Dataset entries
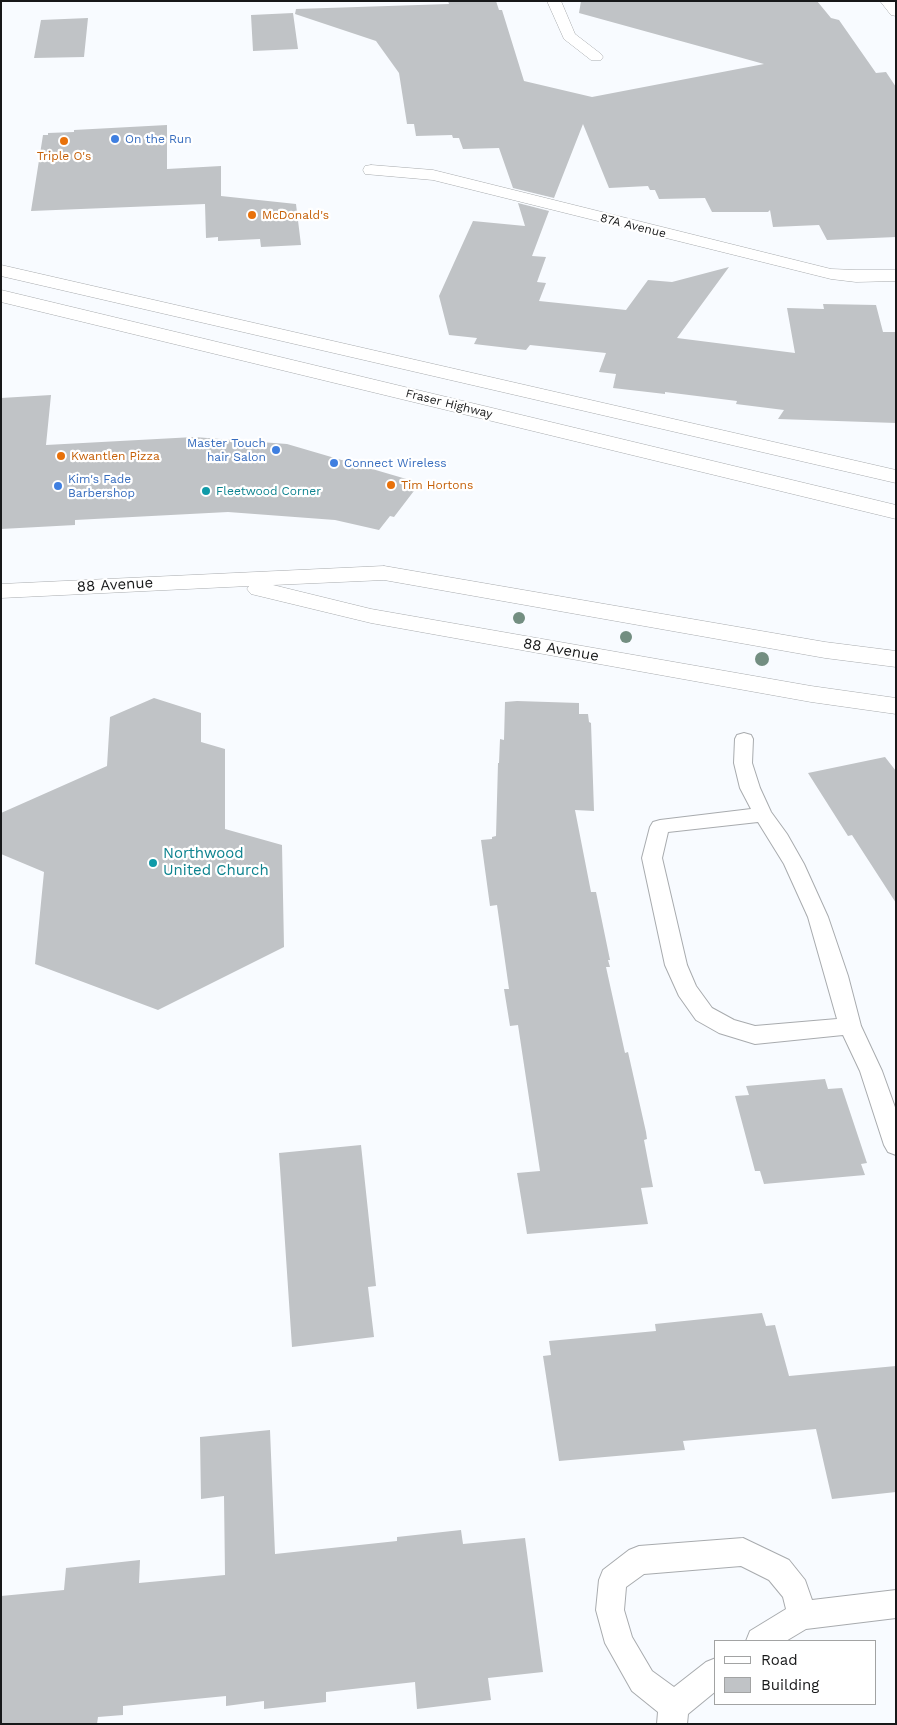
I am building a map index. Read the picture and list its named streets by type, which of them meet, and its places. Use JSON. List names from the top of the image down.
{
  "streets": {
    "main road": ["87A Avenue", "Fraser Highway", "88 Avenue"]
  },
  "places": [
    "On the Run",
    "Triple O's",
    "McDonald's",
    "Master Touch hair Salon",
    "Kwantlen Pizza",
    "Connect Wireless",
    "Tim Hortons",
    "Kim's Fade Barbershop",
    "Fleetwood Corner",
    "Northwood United Church"
  ],
  "legend": ["Road", "Building"]
}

Task to carry out —
All entries above must be duplicated exactly; please omit any picture they hold.

Answer for the task —
I am building a map index. Read the picture and list its named streets by type, which of them meet, and its places. Use JSON. List names from the top of the image down.
{
  "streets": {
    "main road": ["87A Avenue", "Fraser Highway", "88 Avenue"]
  },
  "places": [
    "On the Run",
    "Triple O's",
    "McDonald's",
    "Master Touch hair Salon",
    "Kwantlen Pizza",
    "Connect Wireless",
    "Tim Hortons",
    "Kim's Fade Barbershop",
    "Fleetwood Corner",
    "Northwood United Church"
  ],
  "legend": ["Road", "Building"]
}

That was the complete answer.